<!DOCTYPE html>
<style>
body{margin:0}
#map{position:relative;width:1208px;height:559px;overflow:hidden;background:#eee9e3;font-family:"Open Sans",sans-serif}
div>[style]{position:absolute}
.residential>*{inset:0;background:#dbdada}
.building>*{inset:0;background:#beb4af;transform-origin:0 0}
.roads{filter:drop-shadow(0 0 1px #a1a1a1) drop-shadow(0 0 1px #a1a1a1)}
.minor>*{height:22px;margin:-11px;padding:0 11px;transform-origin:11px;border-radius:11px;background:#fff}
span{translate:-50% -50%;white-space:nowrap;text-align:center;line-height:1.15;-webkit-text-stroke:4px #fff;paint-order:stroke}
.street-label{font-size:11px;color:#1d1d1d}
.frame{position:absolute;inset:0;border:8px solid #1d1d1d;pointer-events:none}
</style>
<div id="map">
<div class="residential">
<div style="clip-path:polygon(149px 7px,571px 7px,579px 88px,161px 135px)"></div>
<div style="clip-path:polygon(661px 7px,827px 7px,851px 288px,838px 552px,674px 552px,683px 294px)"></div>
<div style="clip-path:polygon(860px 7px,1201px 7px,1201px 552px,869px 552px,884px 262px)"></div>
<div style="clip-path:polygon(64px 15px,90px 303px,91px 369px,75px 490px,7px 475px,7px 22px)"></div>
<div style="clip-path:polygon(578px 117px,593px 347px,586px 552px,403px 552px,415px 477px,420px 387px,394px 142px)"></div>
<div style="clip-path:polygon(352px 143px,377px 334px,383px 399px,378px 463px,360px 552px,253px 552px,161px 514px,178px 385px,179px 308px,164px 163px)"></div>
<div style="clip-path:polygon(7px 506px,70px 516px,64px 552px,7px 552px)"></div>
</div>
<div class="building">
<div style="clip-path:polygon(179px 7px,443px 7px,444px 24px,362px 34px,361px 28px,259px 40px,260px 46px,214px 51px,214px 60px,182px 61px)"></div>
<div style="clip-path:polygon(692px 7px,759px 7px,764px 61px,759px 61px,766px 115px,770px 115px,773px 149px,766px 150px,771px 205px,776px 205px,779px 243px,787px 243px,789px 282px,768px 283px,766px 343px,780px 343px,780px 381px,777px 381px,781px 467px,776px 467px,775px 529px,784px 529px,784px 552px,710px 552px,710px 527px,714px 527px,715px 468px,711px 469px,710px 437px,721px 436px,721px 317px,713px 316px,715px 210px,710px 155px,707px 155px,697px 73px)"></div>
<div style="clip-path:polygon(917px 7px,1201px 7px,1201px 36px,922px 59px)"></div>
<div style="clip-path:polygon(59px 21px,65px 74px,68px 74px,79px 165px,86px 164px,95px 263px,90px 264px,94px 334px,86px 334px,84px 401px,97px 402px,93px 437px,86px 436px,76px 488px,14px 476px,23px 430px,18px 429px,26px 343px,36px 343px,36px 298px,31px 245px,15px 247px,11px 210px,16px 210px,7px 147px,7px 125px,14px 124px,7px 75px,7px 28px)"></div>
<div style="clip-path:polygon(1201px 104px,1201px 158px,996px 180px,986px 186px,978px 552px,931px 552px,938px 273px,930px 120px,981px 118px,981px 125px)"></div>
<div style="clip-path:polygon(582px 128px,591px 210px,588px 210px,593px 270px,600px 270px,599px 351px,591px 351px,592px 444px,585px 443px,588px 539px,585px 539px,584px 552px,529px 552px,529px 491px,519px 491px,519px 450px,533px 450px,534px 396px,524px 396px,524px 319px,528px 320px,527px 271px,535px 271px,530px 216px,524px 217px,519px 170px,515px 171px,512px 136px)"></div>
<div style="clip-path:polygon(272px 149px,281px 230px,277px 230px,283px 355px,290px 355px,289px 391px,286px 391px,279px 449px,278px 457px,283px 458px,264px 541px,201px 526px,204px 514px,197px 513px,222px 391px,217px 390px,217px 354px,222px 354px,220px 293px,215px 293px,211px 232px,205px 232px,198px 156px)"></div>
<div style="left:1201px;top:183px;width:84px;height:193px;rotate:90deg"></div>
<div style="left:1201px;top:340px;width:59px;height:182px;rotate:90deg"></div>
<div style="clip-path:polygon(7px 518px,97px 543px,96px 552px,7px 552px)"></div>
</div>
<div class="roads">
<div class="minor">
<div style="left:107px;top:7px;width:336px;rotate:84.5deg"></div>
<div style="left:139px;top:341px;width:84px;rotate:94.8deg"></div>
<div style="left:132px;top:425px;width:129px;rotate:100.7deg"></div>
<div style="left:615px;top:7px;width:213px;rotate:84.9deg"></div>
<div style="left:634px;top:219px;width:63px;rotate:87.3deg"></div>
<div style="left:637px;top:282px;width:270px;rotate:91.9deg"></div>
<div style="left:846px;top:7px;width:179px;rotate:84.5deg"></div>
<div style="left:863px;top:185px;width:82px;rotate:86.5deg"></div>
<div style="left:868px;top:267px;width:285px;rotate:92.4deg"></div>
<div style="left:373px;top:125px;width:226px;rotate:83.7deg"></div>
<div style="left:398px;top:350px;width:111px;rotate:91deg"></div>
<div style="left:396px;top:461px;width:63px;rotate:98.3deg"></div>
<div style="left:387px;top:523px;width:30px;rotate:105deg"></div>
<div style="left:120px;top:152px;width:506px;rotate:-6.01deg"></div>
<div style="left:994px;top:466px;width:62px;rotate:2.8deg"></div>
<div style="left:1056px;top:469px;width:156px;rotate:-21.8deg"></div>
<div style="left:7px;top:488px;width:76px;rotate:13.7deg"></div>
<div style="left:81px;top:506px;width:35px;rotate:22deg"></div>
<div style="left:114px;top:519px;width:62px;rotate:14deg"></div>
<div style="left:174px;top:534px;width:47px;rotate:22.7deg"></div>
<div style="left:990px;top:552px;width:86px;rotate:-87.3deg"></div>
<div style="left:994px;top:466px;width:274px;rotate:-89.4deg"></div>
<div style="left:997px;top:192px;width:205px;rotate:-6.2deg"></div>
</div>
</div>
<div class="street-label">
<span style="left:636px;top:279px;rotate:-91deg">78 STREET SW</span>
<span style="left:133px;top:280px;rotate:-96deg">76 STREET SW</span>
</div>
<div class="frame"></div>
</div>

---

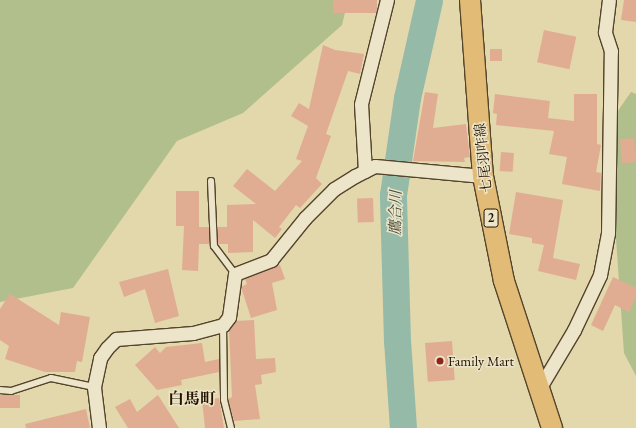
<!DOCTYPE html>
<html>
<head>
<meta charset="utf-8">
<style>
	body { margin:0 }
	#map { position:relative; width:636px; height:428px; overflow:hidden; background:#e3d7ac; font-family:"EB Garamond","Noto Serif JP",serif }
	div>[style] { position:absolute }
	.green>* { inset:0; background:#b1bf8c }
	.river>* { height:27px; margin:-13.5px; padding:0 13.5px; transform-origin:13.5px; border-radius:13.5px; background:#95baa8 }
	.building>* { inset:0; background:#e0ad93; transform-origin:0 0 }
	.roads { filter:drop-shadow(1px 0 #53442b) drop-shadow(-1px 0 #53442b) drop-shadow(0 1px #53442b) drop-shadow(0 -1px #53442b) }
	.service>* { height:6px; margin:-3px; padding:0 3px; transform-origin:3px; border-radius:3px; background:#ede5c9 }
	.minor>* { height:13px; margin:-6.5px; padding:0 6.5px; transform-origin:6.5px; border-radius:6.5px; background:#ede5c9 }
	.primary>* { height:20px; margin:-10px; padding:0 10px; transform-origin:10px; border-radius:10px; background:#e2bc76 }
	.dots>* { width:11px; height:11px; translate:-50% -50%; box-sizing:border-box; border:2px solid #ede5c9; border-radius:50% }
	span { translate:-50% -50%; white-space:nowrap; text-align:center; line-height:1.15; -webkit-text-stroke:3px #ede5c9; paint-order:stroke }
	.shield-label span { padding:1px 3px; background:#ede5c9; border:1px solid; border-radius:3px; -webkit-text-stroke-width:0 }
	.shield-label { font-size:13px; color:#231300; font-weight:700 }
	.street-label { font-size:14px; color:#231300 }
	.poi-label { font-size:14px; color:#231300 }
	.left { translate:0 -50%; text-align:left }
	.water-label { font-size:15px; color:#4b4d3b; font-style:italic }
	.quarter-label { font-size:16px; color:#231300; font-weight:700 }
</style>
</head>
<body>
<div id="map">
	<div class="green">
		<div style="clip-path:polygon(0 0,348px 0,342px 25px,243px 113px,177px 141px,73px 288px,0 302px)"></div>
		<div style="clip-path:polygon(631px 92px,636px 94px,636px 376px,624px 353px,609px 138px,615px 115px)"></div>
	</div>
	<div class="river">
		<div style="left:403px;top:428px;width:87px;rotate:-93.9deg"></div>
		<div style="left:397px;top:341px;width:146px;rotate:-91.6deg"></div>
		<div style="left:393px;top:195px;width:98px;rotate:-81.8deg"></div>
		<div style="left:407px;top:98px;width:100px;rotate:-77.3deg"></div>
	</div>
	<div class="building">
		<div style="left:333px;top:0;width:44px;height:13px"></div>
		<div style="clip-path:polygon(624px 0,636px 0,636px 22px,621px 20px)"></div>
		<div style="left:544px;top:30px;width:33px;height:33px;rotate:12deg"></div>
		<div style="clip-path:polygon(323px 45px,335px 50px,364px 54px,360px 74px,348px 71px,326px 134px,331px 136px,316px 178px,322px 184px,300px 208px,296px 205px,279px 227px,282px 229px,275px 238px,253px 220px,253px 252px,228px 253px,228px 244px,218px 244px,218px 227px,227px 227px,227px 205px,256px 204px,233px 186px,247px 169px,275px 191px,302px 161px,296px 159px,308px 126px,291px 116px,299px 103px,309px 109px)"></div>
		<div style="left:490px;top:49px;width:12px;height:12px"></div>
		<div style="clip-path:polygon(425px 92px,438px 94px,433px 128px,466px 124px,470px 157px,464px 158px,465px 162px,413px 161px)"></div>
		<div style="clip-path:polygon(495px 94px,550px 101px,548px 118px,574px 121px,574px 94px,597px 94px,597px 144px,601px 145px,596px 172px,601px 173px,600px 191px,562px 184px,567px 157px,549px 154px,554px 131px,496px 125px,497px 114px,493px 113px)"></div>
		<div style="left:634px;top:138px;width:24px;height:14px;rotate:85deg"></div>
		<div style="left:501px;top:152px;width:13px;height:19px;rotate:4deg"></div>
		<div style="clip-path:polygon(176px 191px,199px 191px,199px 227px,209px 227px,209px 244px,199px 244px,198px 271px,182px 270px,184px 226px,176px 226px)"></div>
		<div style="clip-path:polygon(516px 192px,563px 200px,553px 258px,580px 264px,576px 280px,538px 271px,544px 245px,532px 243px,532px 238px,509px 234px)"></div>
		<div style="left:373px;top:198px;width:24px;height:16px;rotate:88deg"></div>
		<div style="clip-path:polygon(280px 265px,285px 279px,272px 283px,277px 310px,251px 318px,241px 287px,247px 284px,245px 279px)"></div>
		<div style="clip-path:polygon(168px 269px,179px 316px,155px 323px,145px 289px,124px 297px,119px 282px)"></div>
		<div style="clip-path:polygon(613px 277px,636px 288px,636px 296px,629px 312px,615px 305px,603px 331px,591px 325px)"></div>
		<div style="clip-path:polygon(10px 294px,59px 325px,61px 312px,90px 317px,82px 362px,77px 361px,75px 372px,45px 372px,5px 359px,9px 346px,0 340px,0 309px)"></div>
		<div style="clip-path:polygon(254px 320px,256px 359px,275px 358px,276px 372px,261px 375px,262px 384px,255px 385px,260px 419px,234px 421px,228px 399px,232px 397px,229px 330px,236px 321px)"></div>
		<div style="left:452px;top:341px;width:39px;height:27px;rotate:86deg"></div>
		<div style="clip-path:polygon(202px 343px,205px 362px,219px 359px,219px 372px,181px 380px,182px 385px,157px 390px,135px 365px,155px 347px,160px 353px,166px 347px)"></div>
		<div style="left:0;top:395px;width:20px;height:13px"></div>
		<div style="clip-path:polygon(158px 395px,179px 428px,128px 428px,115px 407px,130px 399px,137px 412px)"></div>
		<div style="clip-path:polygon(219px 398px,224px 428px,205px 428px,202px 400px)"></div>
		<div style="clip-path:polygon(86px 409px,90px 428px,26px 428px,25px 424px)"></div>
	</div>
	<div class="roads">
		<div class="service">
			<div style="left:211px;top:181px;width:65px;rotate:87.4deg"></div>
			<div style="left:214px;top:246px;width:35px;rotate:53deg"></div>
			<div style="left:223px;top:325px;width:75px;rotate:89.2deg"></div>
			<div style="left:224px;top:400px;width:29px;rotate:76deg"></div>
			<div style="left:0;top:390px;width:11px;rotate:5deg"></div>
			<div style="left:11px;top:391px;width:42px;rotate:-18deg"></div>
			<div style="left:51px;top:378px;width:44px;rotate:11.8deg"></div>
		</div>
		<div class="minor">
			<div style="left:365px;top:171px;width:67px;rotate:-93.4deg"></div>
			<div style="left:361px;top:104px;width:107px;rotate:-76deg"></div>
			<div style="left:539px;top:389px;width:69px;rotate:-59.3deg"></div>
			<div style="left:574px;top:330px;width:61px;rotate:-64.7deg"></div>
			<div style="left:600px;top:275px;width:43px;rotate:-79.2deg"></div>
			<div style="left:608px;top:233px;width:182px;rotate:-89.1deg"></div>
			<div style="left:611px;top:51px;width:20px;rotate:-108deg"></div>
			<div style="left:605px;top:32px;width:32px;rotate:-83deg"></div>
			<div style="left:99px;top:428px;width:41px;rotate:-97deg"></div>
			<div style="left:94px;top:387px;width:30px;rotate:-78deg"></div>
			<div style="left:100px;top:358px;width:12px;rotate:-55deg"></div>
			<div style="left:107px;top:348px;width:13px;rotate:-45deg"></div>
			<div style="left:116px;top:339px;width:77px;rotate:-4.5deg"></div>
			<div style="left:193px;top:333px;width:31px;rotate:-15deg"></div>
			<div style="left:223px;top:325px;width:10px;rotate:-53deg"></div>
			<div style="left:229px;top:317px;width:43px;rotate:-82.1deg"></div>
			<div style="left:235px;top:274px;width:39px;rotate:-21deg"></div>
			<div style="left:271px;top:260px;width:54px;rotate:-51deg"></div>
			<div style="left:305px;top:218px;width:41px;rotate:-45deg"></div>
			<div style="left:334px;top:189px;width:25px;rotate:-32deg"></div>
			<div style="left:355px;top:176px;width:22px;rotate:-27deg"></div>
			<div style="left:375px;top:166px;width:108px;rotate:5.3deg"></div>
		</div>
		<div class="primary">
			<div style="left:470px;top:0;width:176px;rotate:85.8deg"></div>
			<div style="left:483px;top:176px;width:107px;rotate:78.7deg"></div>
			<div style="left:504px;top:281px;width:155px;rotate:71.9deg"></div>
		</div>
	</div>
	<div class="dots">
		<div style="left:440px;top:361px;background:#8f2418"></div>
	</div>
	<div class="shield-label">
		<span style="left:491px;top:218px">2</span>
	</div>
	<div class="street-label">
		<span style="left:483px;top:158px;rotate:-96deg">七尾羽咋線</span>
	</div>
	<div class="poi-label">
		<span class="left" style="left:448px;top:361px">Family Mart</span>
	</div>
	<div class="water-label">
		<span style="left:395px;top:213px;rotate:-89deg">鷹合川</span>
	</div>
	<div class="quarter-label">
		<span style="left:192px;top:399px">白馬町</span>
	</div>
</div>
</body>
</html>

Required action ▸
Go through the records and pull out each line that includes the word "overflow".

Written solution ▸
#map{position:relative;width:1208px;height:559px;overflow:hidden;background:#eee9e3;font-family:"Open Sans",sans-serif}
	#map { position:relative; width:636px; height:428px; overflow:hidden; background:#e3d7ac; font-family:"EB Garamond","Noto Serif JP",serif }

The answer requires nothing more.